The Greenplum Database cost-based optimizer evaluates many strategies for executing a query and chooses the least costly method.
Like other RDBMS optimizers, the Greenplum optimizer takes into account factors such as the number of rows in tables to be joined, availability of indexes, and cardinality of column data when calculating the costs of alternative execution plans. The optimizer also accounts for the location of the data, preferring to perform as much of the work as possible on the segments and to minimize the amount of data that must be transmitted between segments to complete the query.
When a query runs slower than you expect, you can view the plan the optimizer selected as well as the cost it calculated for each step of the plan. This will help you determine which steps are consuming the most resources and then modify the query or the schema to provide the optimizer with more efficient alternatives. You use the SQL
EXPLAIN statement to view the plan for a query.
The optimizer produces plans based on statistics generated for tables. It is important to have accurate statistics to produce the best plan. See Updating Statistics with ANALYZE in this guide for information about updating statistics.
Parent topic: Greenplum Database Best Practices
EXPLAIN ANALYZE statements are useful tools to identify opportunities to improve query performance.
EXPLAIN displays the query plan and estimated costs for a query, but does not execute the query.
EXPLAIN ANALYZE executes the query in addition to displaying the query plan.
EXPLAIN ANALYZE discards any output from the
SELECT statement; however, other operations in the statement are performed (for example,
DELETE). To use
EXPLAIN ANALYZE on a DML statement without letting the command affect the data, explicitly use
EXPLAIN ANALYZE in a transaction (
BEGIN; EXPLAIN ANALYZE ...; ROLLBACK;).
EXPLAIN ANALYZE runs the statement in addition to displaying the plan with additional information as follows:
An explain plan is a report detailing the steps the Greenplum Database optimizer has determined it will follow to execute a query. The plan is a tree of nodes, read from bottom to top, with each node passing its result to the node directly above. Each node represents a step in the plan, and one line for each node identifies the operation performed in that step—for example, a scan, join, aggregation, or sort operation. The node also identifies the method used to perform the operation. The method for a scan operation, for example, may be a sequential scan or an index scan. A join operation may perform a hash join or nested loop join.
Following is an explain plan for a simple query. This query finds the number of rows in the contributions table stored at each segment.

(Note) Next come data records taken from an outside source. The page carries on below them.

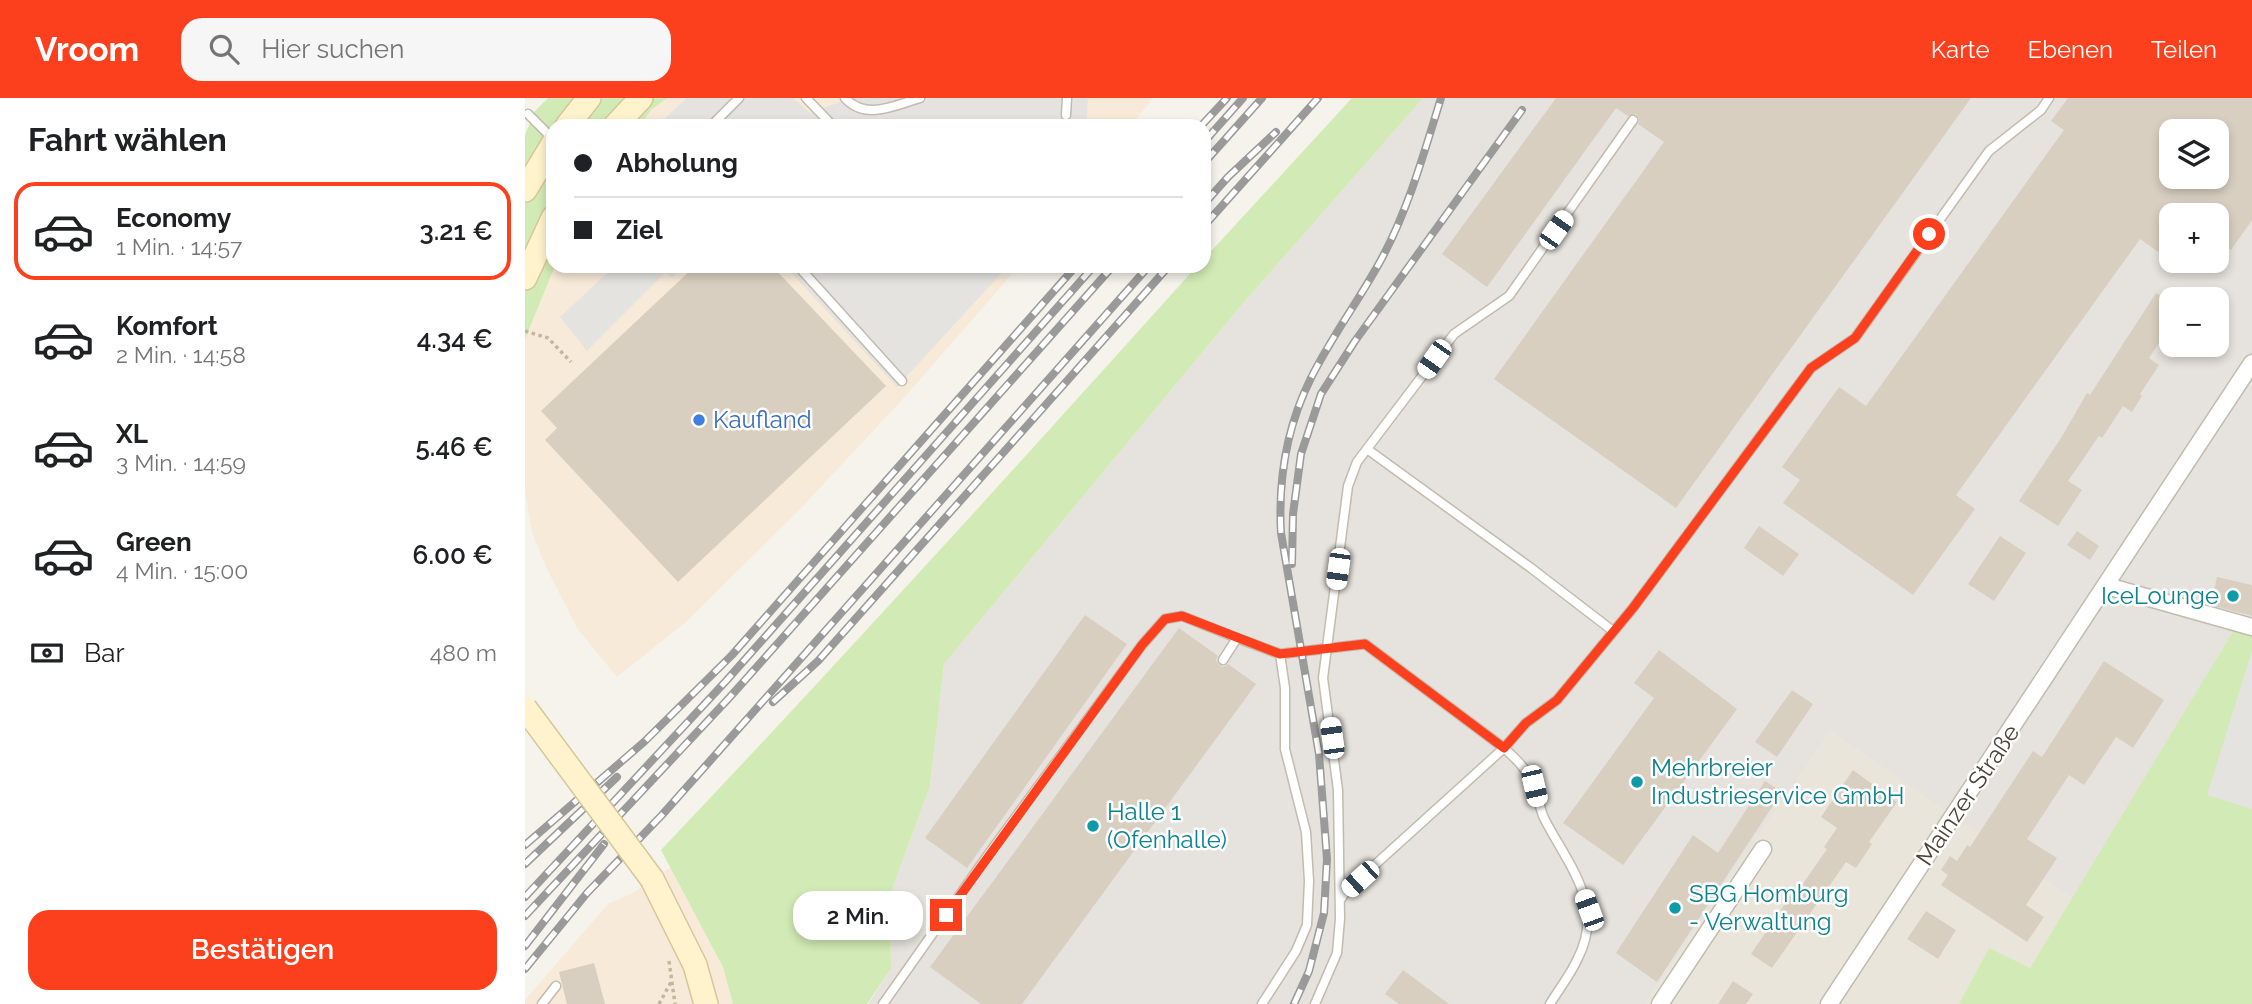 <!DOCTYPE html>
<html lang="de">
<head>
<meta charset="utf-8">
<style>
	:root { --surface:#fff; --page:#f6f6f6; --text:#202124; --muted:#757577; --line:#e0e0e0; --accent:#fc3f1d }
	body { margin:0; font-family:Raleway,sans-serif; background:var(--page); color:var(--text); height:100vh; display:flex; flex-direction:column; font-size:26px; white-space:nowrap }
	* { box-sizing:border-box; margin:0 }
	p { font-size:23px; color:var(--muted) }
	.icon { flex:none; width:38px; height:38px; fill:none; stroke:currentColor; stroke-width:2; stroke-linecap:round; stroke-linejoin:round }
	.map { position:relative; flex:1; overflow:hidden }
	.side { display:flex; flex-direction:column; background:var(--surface); width:525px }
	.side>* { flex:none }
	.top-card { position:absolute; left:21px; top:21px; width:665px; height:154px; border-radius:21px; box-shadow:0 4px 10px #0003; display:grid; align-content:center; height:154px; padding:0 28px; background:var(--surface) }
	.fabs { position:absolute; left:1634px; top:21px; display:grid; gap:14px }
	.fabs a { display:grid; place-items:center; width:70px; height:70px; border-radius:14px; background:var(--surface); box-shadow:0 4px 10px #0003; font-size:35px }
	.end { position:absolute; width:32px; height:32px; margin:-16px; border:9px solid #fc3f1d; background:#fff; box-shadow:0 0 0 4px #fff }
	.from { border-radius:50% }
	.bubble { position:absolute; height:49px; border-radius:21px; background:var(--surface); box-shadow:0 4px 10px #0003; font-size:23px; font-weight:600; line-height:49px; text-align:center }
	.car { position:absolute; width:21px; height:42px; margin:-21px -10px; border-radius:9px; box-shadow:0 0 5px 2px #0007; background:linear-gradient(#fff 24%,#345 0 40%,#fff 0 76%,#345 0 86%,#fff 0) }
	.top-card b { display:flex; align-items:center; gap:24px; height:66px; font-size:26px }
	.top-card b+b { border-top:2px solid var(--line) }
	.top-card i { width:18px; height:18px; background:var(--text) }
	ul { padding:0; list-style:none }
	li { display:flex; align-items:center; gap:21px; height:98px; margin:0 14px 10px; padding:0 14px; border:4px solid transparent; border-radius:21px }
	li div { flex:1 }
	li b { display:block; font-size:26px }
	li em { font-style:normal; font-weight:600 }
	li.current { border-color:var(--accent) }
	li>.icon { width:63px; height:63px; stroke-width:1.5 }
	h2 { padding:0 28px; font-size:32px; line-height:84px }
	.pay { display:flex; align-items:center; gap:18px; height:77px; padding:0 28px; font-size:26px }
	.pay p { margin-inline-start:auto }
	.button { display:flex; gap:14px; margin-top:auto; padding:14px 28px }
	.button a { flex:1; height:80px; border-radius:21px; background:var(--accent); color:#fff; font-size:28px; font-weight:600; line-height:80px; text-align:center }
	header { display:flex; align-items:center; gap:42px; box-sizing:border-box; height:98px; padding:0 35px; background:var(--accent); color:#fff }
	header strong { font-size:33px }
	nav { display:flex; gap:38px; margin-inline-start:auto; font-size:24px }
	.search { width:490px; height:63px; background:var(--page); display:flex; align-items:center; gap:18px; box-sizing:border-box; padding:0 24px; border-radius:21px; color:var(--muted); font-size:26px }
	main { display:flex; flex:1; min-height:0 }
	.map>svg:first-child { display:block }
</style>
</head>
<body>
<header>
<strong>Vroom</strong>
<div class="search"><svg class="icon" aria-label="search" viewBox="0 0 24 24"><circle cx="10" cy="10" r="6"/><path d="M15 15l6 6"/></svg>Hier suchen</div>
<nav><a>Karte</a><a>Ebenen</a><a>Teilen</a></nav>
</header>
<main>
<section class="side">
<h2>Fahrt wählen</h2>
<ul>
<li class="current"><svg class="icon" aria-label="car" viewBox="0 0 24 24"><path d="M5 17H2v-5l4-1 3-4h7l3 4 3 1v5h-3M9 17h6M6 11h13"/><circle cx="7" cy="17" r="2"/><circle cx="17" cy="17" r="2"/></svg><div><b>Economy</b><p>1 Min. · 14:57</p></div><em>3.21 €</em></li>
<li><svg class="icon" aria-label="car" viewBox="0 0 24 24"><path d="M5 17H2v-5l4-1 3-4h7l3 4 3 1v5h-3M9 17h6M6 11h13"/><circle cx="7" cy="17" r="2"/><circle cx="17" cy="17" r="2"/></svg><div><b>Komfort</b><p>2 Min. · 14:58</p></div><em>4.34 €</em></li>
<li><svg class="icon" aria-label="car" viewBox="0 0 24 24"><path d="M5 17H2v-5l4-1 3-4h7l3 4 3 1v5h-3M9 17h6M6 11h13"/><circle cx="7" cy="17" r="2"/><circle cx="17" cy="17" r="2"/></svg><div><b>XL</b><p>3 Min. · 14:59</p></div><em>5.46 €</em></li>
<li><svg class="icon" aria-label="car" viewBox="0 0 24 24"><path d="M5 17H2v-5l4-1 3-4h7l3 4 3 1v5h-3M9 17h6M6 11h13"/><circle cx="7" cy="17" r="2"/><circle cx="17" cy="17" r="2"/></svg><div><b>Green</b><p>4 Min. · 15:00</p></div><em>6.00 €</em></li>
</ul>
<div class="pay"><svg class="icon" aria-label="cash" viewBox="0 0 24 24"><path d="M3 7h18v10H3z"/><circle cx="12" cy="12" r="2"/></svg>Bar<p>480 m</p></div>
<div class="button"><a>Bestätigen</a></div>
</section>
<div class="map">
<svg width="1727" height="906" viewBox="0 0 1727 906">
	<rect width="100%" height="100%" fill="#f6f3ec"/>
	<path fill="#eae5da" d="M1305,631L1548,801L1505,870L1464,851L1434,906H1120Z"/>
	<path fill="#f7ead8" d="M142,0H628L606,28H115L126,12Z
		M30,168H494L376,303L277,409L161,524L92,579L52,530L21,469L7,434L0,393V241Z
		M146,769L198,869L208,906H0V902L83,806L106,796Z"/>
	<path fill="#e6e2dd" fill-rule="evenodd" d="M898,0H1727V523L1716,520L1548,801L1305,632L1120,906H343L366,871L365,797L405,688L419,566L714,210ZM1647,33H1692V79H1647ZM1647,117H1692V163H1647ZM1647,201H1692V247H1647Z"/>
	<path fill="#d2eab5" d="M23,0H142L126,12L115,28H28V168H30L0,241V37L10,13Z
		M827,0H898L714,210L419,566L405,688L365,797L366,871L342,906H208L198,869L136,752C318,560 496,364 672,168H679V161Z
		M1716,520L1727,523V906H1434L1464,850L1505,870Z"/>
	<path fill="#e5e3e0" d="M162,0H268L285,15L326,0H563L561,28H141L137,23Z
		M90,168H159L147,180L140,175L62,253L35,219Z
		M260,168H483L372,289Z
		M1727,553V711L1682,697Z"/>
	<path fill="#d8cfc1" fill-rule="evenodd" d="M1031,0H1446L1151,410L969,281L1139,44L1113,26L1114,20L1111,16L1103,18L1091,10L962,189L917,156Z
		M1543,0H1727V122L1706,152L1692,142V117H1647V148L1639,158L1615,141L1431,397L1450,411L1388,497L1258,405L1275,382L1257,369L1314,289L1341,308L1539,32L1526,23ZM1647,33H1692V79H1647Z
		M170,168H247L361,288L153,484L20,342L32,330L16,313Z
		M1631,195L1647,206V226L1624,260L1634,267L1615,296L1617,298L1607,314L1598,308L1577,340L1574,338L1543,383L1557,392L1533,428L1494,403L1536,340L1562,295L1565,297Z
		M1234,428L1274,456L1258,478L1219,450Z
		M1552,433L1574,448L1565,462L1542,447Z
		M1475,438L1501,455L1469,503L1443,486Z
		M1692,479L1727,487V518L1686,507Z
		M560,517L602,546L442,770L400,740Z
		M654,530L693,558L691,562L694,567L698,569L703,566L731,586L497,906H456L405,869Z
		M1134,552L1212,611L1098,767L1038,725L1129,600L1109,585Z
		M1579,563L1639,602L1608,650L1591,639L1559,687L1544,677L1502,741L1532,760L1501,807L1519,819L1502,844L1416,787L1423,777L1416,772L1425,758L1432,763L1442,747L1445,749L1508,653L1517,659Z
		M1267,592L1288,606L1252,659L1230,644Z
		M1328,672L1372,704L1344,744L1347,746L1331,770L1321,764L1247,870L1226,856L1274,785L1277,787L1302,751L1299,749L1312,730L1296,719Z
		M1240,683L1257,694L1132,884L1091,855L1168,737L1193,755Z
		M1401,813L1431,832L1413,861L1382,841Z
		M69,865L80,906H42L34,874Z
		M878,872L924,906H874L860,896Z
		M1208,883L1228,896L1221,906H1193Z"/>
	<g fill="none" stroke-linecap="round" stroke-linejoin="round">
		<g stroke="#c2bbae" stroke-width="11">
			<path id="lane" d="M281,0L308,28
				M320,0C341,23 370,7 395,0
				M3,16L28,41
				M541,17L542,0
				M186,28L214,0
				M273,168L377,283
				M842,351L1006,470L1088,533
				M698,562L712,540L755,556L840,546L979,650L821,793L816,801
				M17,906L31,888
				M358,906L463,757L617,547L640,521L657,518L712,540
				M737,906L771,853L782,827L784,783L781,734L760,651V590L755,556
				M790,906L812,855L815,821L813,692L798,580L823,388L832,364L929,236L984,198L1108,22
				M1025,906C1034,891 1046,876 1053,860C1080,807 1044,768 1020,722C1014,711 1014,698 1009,687C1002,671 991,661 979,650L1001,625L1032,602L1108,510L1286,270L1330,240L1464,53L1516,12L1524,0"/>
		</g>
		<g stroke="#c2bbae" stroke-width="19">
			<path id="street" d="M1582,488L1727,529
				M1135,906L1238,751
				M1304,906L1727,265"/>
		</g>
		<g stroke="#d6c79b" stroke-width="26">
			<path id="secondary" d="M42,28L64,0
				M90,28L116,0
				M0,92L28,46
				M0,180L28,120
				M127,781L170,867L181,906"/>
		</g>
		<path stroke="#c4b79f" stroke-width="3.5" stroke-dasharray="3.5 3.5" stroke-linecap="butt" d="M0,233L23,240L46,264
			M144,863L150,906
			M134,906L146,884"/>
		<use href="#lane" stroke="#fff" stroke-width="8"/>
		<use href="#street" stroke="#fff" stroke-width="16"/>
		<use href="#secondary" stroke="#fff3cd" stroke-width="23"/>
		<g stroke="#9a9a9a" stroke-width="8">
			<path id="rail" d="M676,28L702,0
				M679,44L718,0
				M679,65L737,0
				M679,106L703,79L751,34
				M679,128L793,0
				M767,466L768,416L776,356L796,296L830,243L997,12
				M248,604L293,563L644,168
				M0,747L119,644L207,557L551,168
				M0,766L92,679
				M0,799L201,583L569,168
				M0,818L205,599L588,168
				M0,848L79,746
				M0,871L62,795L137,717L624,168
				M769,906L784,873L799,815L802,761L794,656L756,435C753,382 762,328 786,280C807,238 835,201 857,160C884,109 899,55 916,0"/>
		</g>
		<use href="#rail" stroke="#fff" stroke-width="5" stroke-dasharray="16" stroke-linecap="butt"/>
		<g stroke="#d6c79b" stroke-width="26" stroke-linecap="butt">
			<path id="secondary-bridge" d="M0,610L127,781"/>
		</g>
		<use href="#secondary-bridge" stroke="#fff3cd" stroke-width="23"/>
	</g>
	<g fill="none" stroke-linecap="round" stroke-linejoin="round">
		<path stroke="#fc3f1d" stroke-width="9" d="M421,817L617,547L640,521L657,518L755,556L840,546L979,650L1001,625L1032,602L1108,510L1286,270L1330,240L1404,136"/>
	</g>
	<circle fill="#3f7fe0" stroke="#fff" stroke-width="2.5" cx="174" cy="322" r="7"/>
	<g fill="#0f9aa8" stroke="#fff" stroke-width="2.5">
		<circle cx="1708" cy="498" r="7"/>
		<circle cx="1112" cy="684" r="7"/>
		<circle cx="568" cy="728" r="7"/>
		<circle cx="1150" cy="810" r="7"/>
	</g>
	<g text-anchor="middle" stroke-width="5" stroke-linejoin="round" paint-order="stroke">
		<g font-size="24" fill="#366cbe" stroke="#fff" text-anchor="start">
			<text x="188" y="330">Kaufland</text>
		</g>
		<g font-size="24" fill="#0d838f" stroke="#fff" text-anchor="start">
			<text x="1694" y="506" text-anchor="end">IceLounge</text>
			<text x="1126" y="678">Mehrbreier<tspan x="1126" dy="28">Industrieservice GmbH</tspan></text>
			<text x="582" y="722">Halle 1<tspan x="582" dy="28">(Ofenhalle)</tspan></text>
			<text x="1164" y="804">SBG Homburg<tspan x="1164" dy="28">- Verwaltung</tspan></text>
		</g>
		<g font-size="24" fill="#4b4439" stroke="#fff">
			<text transform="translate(1443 697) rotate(-56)" y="8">Mainzer Straße</text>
		</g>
	</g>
</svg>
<div class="fabs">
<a><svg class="icon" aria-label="layers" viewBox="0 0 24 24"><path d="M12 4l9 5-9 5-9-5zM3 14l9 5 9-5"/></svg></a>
<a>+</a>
<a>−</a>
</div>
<i class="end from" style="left:1404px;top:136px"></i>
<i class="end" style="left:421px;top:817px"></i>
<div class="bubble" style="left:268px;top:793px;width:130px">2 Min.</div>
<i class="car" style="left:1031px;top:132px;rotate:35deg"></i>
<i class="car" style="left:909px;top:261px;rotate:215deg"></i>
<i class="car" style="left:813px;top:471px;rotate:188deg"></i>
<i class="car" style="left:807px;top:640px;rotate:352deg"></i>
<i class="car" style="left:1009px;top:688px;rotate:167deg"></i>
<i class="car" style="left:835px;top:781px;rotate:228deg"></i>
<i class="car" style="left:1064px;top:812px;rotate:340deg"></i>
<div class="top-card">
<b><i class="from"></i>Abholung</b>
<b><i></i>Ziel</b>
</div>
</div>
</main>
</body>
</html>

gpadmin=# EXPLAIN SELECT gp_segment_id, count(*) FROM contributions GROUP BY gp_segment_id; QUERY PLAN -------------------------------------------------------------------------------- Gather Motion 2:1 (slice2; segments: 2) (cost=0.00..431.00 rows=2 width=12) -> GroupAggregate (cost=0.00..431.00 rows=1 width=12) Group By: gp_segment_id -> Sort (cost=0.00..431.00 rows=1 width=12) Sort Key: gp_segment_id -> Redistribute Motion 2:2 (slice1; segments: 2) (cost=0.00..431.00 rows=1 width=12) Hash Key: gp_segment_id -> Result (cost=0.00..431.00 rows=1 width=12) -> GroupAggregate (cost=0.00..431.00 rows=1 width=12) Group By: gp_segment_id -> Sort (cost=0.00..431.00 rows=7 width=4) Sort Key: gp_segment_id -> Table Scan on table1 (cost=0.00..431.00 rows=7 width=4) Optimizer status: PQO version 2.56.0 (14 rows)
This plan has eight nodes – Table Scan, Sort, GroupAggregate, Result, Redistribute Motion, Sort, GroupAggregate, and finally Gather Motion. Each node contains three cost estimates: cost (in sequential page reads), the number of rows, and the width of the rows.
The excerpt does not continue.